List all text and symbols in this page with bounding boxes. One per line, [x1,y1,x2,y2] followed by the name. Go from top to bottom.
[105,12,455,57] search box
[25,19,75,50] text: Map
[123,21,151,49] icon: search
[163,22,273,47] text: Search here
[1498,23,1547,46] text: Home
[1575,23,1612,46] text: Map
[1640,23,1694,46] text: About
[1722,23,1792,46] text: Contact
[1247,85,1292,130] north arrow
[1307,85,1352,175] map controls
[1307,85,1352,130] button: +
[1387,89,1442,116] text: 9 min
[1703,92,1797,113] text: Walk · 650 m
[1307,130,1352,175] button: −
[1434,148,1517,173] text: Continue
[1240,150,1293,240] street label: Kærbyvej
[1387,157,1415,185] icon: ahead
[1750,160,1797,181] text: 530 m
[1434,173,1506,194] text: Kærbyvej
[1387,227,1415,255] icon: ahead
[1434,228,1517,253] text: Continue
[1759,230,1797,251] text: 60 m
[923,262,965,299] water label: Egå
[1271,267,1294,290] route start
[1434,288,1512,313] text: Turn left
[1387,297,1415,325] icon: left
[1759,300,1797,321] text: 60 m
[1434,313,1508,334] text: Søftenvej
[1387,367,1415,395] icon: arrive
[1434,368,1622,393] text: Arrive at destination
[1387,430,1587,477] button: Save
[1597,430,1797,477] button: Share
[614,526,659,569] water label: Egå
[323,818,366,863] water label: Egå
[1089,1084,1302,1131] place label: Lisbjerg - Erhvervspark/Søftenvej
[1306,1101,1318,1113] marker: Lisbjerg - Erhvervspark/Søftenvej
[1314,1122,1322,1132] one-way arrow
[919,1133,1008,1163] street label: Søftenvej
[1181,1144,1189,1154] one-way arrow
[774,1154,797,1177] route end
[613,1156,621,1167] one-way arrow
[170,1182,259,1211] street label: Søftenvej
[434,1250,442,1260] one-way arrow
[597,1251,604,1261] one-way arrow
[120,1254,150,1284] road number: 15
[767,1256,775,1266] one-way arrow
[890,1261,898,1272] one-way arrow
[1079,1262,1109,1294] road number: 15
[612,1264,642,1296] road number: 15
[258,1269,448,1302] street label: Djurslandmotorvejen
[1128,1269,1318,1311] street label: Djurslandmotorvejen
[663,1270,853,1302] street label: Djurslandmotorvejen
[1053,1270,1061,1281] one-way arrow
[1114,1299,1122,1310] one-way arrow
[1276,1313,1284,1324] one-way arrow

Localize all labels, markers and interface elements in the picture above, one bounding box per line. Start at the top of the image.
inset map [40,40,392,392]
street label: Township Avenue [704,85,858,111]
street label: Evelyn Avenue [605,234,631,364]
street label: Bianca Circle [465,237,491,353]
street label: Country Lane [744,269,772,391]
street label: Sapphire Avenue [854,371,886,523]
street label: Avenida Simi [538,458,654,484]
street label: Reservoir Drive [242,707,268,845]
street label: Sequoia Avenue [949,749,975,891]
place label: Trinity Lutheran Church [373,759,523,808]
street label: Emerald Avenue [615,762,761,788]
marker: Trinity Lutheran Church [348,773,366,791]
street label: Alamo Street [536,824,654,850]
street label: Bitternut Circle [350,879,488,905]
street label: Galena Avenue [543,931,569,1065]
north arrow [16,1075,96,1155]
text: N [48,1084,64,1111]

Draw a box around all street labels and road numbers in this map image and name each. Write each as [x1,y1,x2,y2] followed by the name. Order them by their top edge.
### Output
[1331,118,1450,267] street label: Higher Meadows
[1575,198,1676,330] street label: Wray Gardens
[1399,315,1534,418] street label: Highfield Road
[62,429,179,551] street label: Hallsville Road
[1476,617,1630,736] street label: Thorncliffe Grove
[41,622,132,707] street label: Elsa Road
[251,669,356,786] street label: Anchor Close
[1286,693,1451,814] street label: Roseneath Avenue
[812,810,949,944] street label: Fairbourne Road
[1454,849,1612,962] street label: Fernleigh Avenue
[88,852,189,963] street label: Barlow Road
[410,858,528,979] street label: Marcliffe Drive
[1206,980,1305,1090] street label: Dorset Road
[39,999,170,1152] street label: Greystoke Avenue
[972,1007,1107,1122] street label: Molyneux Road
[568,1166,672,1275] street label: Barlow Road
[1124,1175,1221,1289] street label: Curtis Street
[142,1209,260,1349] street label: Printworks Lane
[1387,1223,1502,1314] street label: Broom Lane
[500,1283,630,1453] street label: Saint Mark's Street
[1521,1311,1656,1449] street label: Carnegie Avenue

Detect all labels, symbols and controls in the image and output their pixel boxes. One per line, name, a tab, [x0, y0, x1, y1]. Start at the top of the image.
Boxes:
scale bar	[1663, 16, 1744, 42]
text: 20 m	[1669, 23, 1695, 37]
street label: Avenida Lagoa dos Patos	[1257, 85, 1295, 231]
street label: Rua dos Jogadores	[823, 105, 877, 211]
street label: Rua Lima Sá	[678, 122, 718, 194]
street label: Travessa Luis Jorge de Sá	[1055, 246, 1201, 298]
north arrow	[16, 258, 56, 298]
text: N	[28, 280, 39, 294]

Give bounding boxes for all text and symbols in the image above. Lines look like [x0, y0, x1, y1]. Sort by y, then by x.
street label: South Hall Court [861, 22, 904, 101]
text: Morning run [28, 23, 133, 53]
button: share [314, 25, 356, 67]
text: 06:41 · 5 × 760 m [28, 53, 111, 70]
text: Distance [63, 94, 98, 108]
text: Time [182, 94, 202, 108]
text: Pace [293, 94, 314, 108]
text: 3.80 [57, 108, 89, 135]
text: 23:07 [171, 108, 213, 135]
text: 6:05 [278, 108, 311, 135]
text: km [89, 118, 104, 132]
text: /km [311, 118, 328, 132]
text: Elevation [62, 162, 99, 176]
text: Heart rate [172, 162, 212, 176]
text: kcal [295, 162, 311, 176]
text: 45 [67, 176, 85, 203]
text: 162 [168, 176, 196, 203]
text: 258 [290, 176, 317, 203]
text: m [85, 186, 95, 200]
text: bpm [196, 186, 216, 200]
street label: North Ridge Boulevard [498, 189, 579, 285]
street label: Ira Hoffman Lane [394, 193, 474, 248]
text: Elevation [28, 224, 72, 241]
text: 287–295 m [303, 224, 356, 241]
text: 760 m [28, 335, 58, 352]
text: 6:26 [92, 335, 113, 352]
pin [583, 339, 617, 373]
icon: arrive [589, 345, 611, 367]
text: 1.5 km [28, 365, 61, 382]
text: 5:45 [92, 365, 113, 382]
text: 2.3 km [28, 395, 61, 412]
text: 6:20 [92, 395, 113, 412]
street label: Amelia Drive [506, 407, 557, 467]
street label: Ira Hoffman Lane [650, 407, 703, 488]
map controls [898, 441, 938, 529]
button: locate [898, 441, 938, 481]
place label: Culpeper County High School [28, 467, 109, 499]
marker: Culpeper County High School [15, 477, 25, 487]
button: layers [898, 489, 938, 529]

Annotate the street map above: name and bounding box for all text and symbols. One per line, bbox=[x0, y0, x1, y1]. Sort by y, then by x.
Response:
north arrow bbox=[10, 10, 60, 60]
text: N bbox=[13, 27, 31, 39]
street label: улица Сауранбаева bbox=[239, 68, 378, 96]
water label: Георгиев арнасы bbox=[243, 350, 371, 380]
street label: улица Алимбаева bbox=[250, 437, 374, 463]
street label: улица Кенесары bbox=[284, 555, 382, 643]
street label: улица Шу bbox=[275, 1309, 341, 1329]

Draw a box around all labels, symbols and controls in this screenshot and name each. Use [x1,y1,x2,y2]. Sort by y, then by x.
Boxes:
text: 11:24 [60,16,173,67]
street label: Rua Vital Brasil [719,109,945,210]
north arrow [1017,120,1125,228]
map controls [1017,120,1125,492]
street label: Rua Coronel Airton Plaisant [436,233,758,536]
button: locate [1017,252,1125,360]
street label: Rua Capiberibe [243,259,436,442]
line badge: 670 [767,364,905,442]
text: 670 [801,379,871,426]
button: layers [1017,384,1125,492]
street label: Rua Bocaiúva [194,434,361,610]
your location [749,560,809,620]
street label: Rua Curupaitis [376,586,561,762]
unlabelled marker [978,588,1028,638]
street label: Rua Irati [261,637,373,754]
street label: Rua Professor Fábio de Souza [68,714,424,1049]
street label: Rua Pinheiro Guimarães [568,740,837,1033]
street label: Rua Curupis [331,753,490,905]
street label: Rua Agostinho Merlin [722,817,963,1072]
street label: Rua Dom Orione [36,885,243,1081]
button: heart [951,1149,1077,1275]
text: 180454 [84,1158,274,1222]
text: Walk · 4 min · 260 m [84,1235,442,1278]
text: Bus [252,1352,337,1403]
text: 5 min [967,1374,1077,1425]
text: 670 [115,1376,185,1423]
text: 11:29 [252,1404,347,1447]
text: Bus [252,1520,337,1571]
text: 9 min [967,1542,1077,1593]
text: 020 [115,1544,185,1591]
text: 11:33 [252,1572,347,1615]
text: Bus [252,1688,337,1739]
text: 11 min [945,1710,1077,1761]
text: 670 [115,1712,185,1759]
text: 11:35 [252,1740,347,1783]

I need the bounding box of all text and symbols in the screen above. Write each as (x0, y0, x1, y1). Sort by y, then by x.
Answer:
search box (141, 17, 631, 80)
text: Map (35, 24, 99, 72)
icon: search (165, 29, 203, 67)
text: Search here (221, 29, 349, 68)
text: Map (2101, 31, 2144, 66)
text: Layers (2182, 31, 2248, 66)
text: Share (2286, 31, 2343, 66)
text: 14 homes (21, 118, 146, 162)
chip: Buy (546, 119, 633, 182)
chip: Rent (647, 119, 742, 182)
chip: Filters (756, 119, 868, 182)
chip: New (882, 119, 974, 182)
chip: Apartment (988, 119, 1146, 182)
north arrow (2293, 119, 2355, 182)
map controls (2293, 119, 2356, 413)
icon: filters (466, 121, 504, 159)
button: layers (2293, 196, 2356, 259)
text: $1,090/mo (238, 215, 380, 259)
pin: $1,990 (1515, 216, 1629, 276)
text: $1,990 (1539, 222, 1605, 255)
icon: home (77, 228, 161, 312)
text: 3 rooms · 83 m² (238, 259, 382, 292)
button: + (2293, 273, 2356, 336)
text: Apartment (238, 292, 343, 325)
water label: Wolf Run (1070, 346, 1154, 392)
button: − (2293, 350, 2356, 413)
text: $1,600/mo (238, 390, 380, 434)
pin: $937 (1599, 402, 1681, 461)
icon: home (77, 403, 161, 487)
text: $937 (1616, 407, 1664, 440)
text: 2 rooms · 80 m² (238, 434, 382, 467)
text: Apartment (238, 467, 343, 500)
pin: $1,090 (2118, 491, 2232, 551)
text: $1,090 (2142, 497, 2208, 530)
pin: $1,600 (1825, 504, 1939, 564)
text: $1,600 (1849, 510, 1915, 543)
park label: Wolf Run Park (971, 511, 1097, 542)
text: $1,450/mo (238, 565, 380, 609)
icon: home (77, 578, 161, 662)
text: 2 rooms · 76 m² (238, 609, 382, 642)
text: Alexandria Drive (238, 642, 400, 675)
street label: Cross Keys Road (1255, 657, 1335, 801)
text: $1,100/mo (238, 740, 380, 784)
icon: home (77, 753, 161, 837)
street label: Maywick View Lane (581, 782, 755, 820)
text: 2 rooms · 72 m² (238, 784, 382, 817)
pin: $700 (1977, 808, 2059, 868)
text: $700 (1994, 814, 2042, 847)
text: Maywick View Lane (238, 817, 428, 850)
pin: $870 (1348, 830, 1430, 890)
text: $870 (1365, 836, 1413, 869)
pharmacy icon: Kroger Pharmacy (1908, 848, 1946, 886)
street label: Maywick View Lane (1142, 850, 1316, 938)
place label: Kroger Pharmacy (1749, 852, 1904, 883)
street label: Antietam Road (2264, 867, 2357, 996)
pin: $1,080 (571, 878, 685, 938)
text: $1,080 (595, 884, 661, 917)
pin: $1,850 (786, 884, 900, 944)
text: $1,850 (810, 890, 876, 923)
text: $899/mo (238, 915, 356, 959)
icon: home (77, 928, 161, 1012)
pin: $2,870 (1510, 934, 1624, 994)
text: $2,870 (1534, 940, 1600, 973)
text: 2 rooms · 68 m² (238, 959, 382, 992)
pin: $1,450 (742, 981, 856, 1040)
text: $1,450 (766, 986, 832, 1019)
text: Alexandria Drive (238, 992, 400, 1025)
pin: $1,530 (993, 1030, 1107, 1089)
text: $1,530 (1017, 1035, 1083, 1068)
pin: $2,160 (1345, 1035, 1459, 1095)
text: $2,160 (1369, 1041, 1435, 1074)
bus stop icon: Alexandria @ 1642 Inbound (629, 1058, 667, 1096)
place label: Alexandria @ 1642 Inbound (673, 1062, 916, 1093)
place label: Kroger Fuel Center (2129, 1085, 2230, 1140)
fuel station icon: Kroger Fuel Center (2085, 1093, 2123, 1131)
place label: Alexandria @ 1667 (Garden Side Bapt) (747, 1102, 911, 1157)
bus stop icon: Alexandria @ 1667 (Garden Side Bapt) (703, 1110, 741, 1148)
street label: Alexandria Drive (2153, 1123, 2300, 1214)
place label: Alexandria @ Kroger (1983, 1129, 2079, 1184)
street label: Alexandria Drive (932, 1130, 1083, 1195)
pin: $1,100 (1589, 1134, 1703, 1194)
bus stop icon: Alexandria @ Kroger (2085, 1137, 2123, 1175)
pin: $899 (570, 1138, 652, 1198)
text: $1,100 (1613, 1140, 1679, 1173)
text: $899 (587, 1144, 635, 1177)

— ASSIGNMENT —
Every line above with the word "Alexandria" is to be copied out.

— RESPONSE —
text: Alexandria Drive (238, 642, 400, 675)
text: Alexandria Drive (238, 992, 400, 1025)
bus stop icon: Alexandria @ 1642 Inbound (629, 1058, 667, 1096)
place label: Alexandria @ 1642 Inbound (673, 1062, 916, 1093)
place label: Alexandria @ 1667 (Garden Side Bapt) (747, 1102, 911, 1157)
bus stop icon: Alexandria @ 1667 (Garden Side Bapt) (703, 1110, 741, 1148)
street label: Alexandria Drive (2153, 1123, 2300, 1214)
place label: Alexandria @ Kroger (1983, 1129, 2079, 1184)
street label: Alexandria Drive (932, 1130, 1083, 1195)
bus stop icon: Alexandria @ Kroger (2085, 1137, 2123, 1175)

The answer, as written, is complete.